Please restate the entire listing verbatim.

MATERIAL FOR THE TASK START

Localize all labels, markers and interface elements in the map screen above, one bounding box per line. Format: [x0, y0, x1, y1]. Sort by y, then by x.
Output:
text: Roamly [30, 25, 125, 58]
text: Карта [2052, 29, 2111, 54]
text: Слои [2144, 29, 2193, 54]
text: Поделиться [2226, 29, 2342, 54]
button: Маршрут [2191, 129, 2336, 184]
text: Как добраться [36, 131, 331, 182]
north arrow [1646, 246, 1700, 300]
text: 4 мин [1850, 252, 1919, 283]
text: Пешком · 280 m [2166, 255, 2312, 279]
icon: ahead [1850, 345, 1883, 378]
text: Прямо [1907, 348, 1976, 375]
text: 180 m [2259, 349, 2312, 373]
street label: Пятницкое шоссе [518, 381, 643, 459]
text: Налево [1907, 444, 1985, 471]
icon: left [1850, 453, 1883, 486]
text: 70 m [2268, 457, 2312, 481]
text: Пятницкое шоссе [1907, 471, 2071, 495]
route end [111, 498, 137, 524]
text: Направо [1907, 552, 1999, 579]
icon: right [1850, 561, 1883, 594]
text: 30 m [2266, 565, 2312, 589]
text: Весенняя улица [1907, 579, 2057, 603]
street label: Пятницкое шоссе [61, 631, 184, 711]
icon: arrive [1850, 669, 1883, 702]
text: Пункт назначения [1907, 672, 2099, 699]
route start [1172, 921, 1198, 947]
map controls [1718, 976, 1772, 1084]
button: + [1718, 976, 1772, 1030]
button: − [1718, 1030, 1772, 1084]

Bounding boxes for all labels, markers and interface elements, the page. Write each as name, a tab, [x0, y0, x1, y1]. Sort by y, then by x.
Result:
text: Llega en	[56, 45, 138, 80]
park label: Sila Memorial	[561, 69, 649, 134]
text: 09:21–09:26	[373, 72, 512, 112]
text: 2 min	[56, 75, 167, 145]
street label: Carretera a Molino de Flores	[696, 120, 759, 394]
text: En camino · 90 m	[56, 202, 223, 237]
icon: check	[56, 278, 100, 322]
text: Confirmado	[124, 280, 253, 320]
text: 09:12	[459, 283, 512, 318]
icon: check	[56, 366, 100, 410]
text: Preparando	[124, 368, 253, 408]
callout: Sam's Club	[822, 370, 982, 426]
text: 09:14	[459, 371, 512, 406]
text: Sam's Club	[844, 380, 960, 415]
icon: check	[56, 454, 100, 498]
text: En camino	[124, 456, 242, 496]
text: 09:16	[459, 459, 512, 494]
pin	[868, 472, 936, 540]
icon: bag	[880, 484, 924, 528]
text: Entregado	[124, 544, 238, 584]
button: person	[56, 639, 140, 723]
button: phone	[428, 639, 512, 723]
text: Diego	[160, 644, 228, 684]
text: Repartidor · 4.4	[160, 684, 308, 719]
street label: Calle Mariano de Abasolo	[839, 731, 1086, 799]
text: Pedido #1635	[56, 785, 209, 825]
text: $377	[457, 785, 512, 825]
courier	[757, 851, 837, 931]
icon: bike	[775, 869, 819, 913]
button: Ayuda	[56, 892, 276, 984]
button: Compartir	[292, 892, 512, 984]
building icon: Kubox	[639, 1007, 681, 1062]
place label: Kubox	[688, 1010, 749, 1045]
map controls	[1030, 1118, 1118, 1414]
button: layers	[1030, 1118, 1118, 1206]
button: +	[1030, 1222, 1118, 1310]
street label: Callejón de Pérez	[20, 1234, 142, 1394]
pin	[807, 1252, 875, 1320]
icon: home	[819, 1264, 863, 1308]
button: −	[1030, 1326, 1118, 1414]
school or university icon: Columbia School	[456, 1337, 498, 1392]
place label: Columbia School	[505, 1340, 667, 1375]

MATERIAL FOR THE TASK END

TASK RESPONSE:
Localize all labels, markers and interface elements in the map screen above, one bounding box per line. Format: [x0, y0, x1, y1]. Sort by y, then by x.
Output:
text: Roamly [30, 25, 125, 58]
text: Карта [2052, 29, 2111, 54]
text: Слои [2144, 29, 2193, 54]
text: Поделиться [2226, 29, 2342, 54]
button: Маршрут [2191, 129, 2336, 184]
text: Как добраться [36, 131, 331, 182]
north arrow [1646, 246, 1700, 300]
text: 4 мин [1850, 252, 1919, 283]
text: Пешком · 280 m [2166, 255, 2312, 279]
icon: ahead [1850, 345, 1883, 378]
text: Прямо [1907, 348, 1976, 375]
text: 180 m [2259, 349, 2312, 373]
street label: Пятницкое шоссе [518, 381, 643, 459]
text: Налево [1907, 444, 1985, 471]
icon: left [1850, 453, 1883, 486]
text: 70 m [2268, 457, 2312, 481]
text: Пятницкое шоссе [1907, 471, 2071, 495]
route end [111, 498, 137, 524]
text: Направо [1907, 552, 1999, 579]
icon: right [1850, 561, 1883, 594]
text: 30 m [2266, 565, 2312, 589]
text: Весенняя улица [1907, 579, 2057, 603]
street label: Пятницкое шоссе [61, 631, 184, 711]
icon: arrive [1850, 669, 1883, 702]
text: Пункт назначения [1907, 672, 2099, 699]
route start [1172, 921, 1198, 947]
map controls [1718, 976, 1772, 1084]
button: + [1718, 976, 1772, 1030]
button: − [1718, 1030, 1772, 1084]

Bounding boxes for all labels, markers and interface elements, the page. Write each as name, a tab, [x0, y0, x1, y1]. Sort by y, then by x.
Result:
text: Llega en	[56, 45, 138, 80]
park label: Sila Memorial	[561, 69, 649, 134]
text: 09:21–09:26	[373, 72, 512, 112]
text: 2 min	[56, 75, 167, 145]
street label: Carretera a Molino de Flores	[696, 120, 759, 394]
text: En camino · 90 m	[56, 202, 223, 237]
icon: check	[56, 278, 100, 322]
text: Confirmado	[124, 280, 253, 320]
text: 09:12	[459, 283, 512, 318]
icon: check	[56, 366, 100, 410]
text: Preparando	[124, 368, 253, 408]
callout: Sam's Club	[822, 370, 982, 426]
text: 09:14	[459, 371, 512, 406]
text: Sam's Club	[844, 380, 960, 415]
icon: check	[56, 454, 100, 498]
text: En camino	[124, 456, 242, 496]
text: 09:16	[459, 459, 512, 494]
pin	[868, 472, 936, 540]
icon: bag	[880, 484, 924, 528]
text: Entregado	[124, 544, 238, 584]
button: person	[56, 639, 140, 723]
button: phone	[428, 639, 512, 723]
text: Diego	[160, 644, 228, 684]
text: Repartidor · 4.4	[160, 684, 308, 719]
street label: Calle Mariano de Abasolo	[839, 731, 1086, 799]
text: Pedido #1635	[56, 785, 209, 825]
text: $377	[457, 785, 512, 825]
courier	[757, 851, 837, 931]
icon: bike	[775, 869, 819, 913]
button: Ayuda	[56, 892, 276, 984]
button: Compartir	[292, 892, 512, 984]
building icon: Kubox	[639, 1007, 681, 1062]
place label: Kubox	[688, 1010, 749, 1045]
map controls	[1030, 1118, 1118, 1414]
button: layers	[1030, 1118, 1118, 1206]
button: +	[1030, 1222, 1118, 1310]
street label: Callejón de Pérez	[20, 1234, 142, 1394]
pin	[807, 1252, 875, 1320]
icon: home	[819, 1264, 863, 1308]
button: −	[1030, 1326, 1118, 1414]
school or university icon: Columbia School	[456, 1337, 498, 1392]
place label: Columbia School	[505, 1340, 667, 1375]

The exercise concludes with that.